Here are a few project ideas I would like to work on if I only had the time. As long as I’m not able to start them, you could interpret those suggestions as lazyweb requests, so you should feel invited to execute them, but please make sure that your results are freely/libre licensed, otherwise your work would be of no help.
- In Germany, the “Störerhaftung” finally got abandoned, so Augmented Reality and the Internet of Things get a late chance here too. Before, by sharing my flatrate-paid Internet access with neighbors and passersby, law would have considered me as a contributor/facilitator if a user committed an illegal action over my wire (basically, as investigators can never find out who’s at the end of a line, they cheaply just wanted to punish whoever happened to rent/own the line at that time or demand users of the network to be identified). In cities, there are a lot of private WLAN access points connected to the Internet, and almost all of them are locked down because of the liability, leaving Germany with pretty bad connectivity. With such legal risks removed, I can assume more and more gratis Internet access outside in the public, so I would like to develop an app where people can join a group and via GPS the app would display in which direction and in what distance members of the group are located. That way, if I’m in an unfamiliar city together with friends, family or colleagues, it’s easier to not loose each other without the need of phone calls or looking at an online/offline map.
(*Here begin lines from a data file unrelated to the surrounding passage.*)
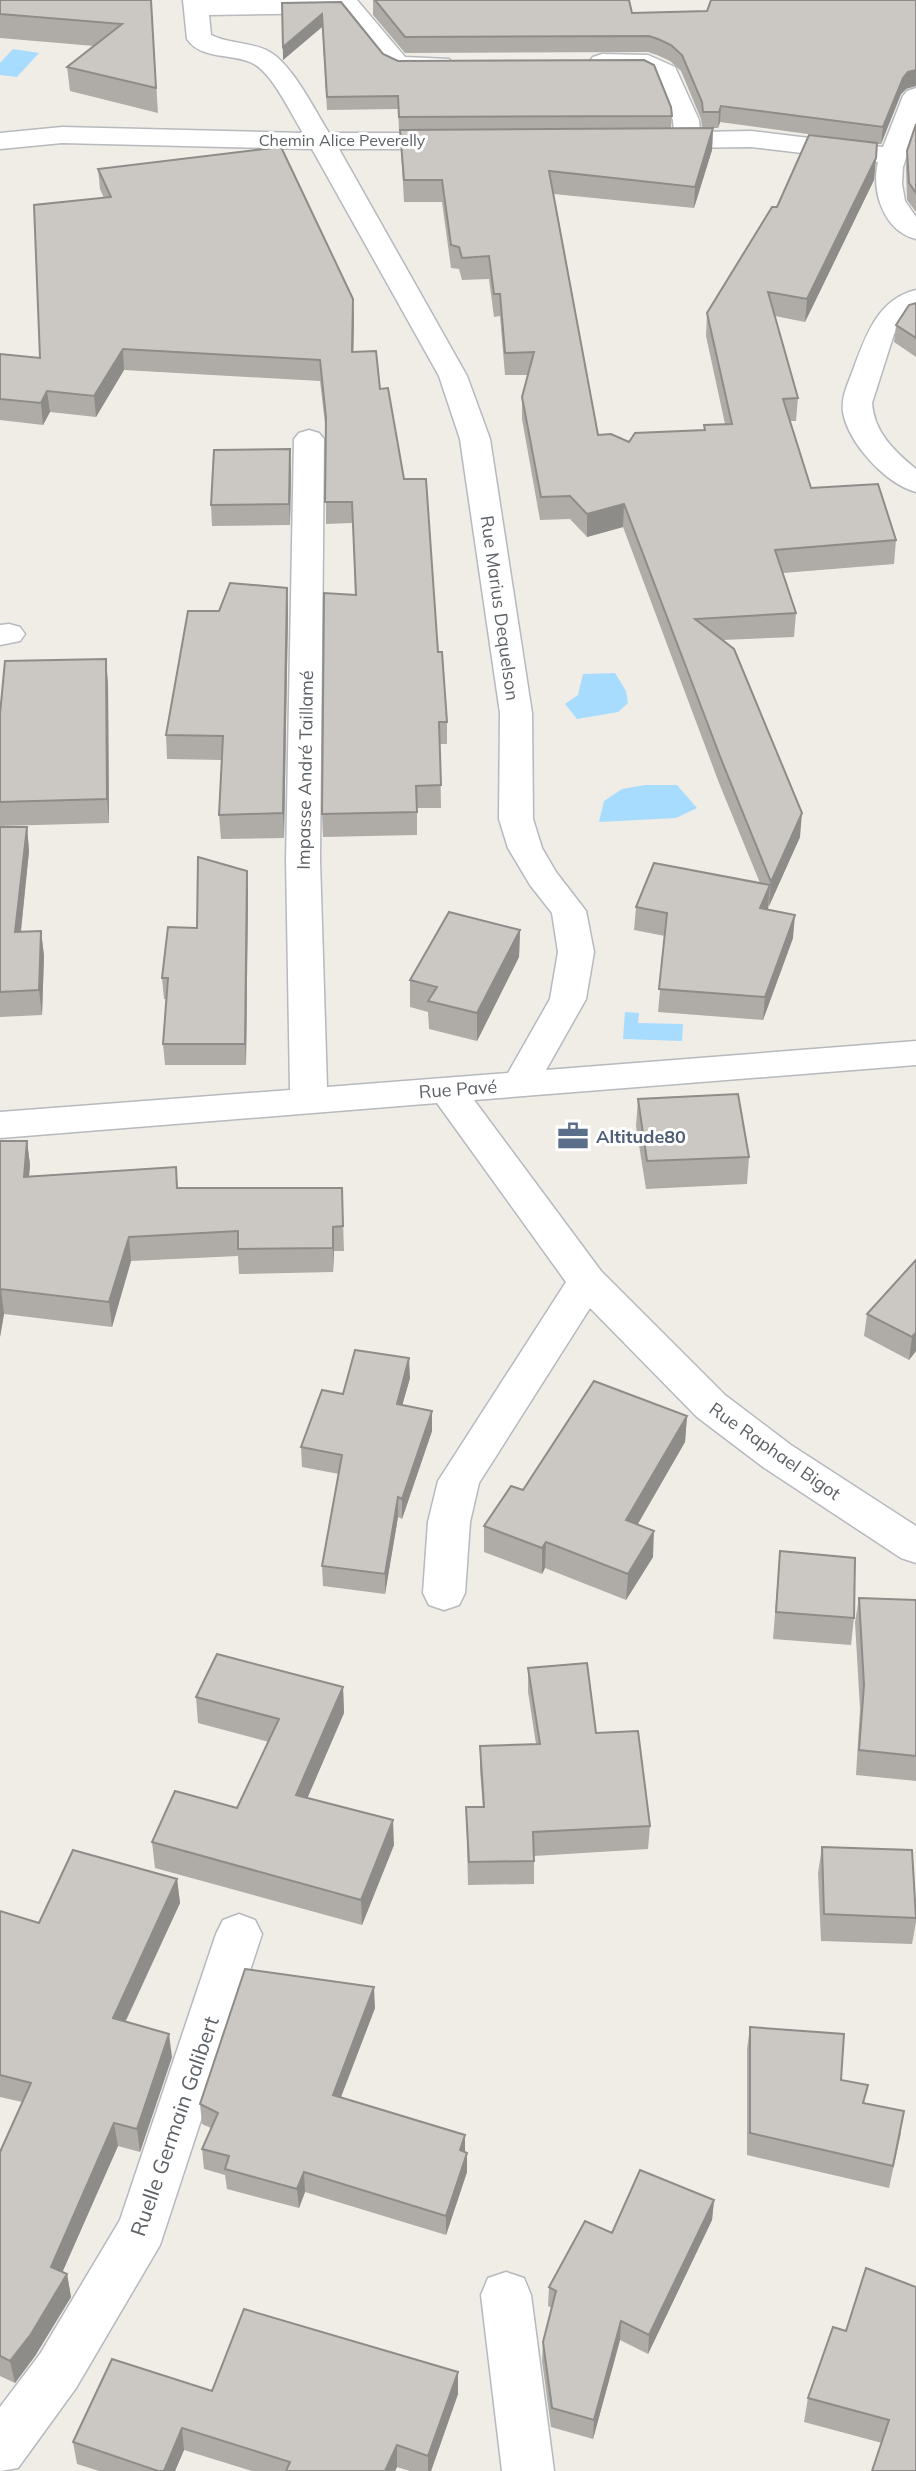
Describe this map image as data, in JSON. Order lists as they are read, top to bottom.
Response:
{
  "streets": {
    "street": [
      "Chemin Alice Peverelly",
      "Rue Marius Dequelson",
      "Impasse André Taillamé",
      "Rue Pavé",
      "Rue Raphael Bigot",
      "Ruelle Germain Galibert"
    ]
  },
  "crossings": [
    ["Chemin Alice Peverelly", "Rue Marius Dequelson"],
    ["Rue Marius Dequelson", "Rue Pavé"],
    ["Impasse André Taillamé", "Rue Pavé"],
    ["Rue Pavé", "Rue Raphael Bigot"]
  ],
  "places": {
    "office": ["Altitude80"]
  }
}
Such a solution needs to be self-hostable to mitigate privacy concerns, and enabling geolocation always needs to be optional. Deniability could come from lack of connectivity or the claim of staying inside a building, or the general decision of not using the app, joining groups but not enabling geolocation, or faking the location via a modified client. The app is not trying to solve a social problem, it’s supposed to provide the capability if all members of the group agree to use it. “App” is intended for AR glasses, alternatively the smartphone/tablet, alternatively a notebook.
- Develop a library, self-hosted server, generic client and a directory of services for Augmented Reality that allows content to be delivered depending on the location of the user. That could be text (special offers by department stores or a event schedule), audio (listen to a history guide while walking through the city, maybe even offered in many languages) or just leaving notes on places for yourself or members of the family or group (which groceries to buy where), where the door key is hidden, long lists of inventory locations).
- In my browser, I have lots and lots of unstructured bookmarks. If I switch to one of my other machines, I can’t access them. It would be nice to have a synchronization feature which could be extended to check if the links are still live or dead. In case of the latter, the tool could attempt to change the bookmark to the historical version of the site as archived by the Wayback Machine of the Internet Archive, referencing the most recent snapshot relative to the time of the bookmarking, hopefully avoiding the pro-active archival of what’s being bookmarked. On the other hand, a bookmark could also be an (optional?) straight save-to-disk, while the URL + other metadata (timestamp) is maintained for future reference. The tool could do additional things like providing an auto-complete tagging mechanism, a simple comment function for describing why this bookmark was set or a “private/personal” category/flag for links which shouldn’t be exported to a public link collection.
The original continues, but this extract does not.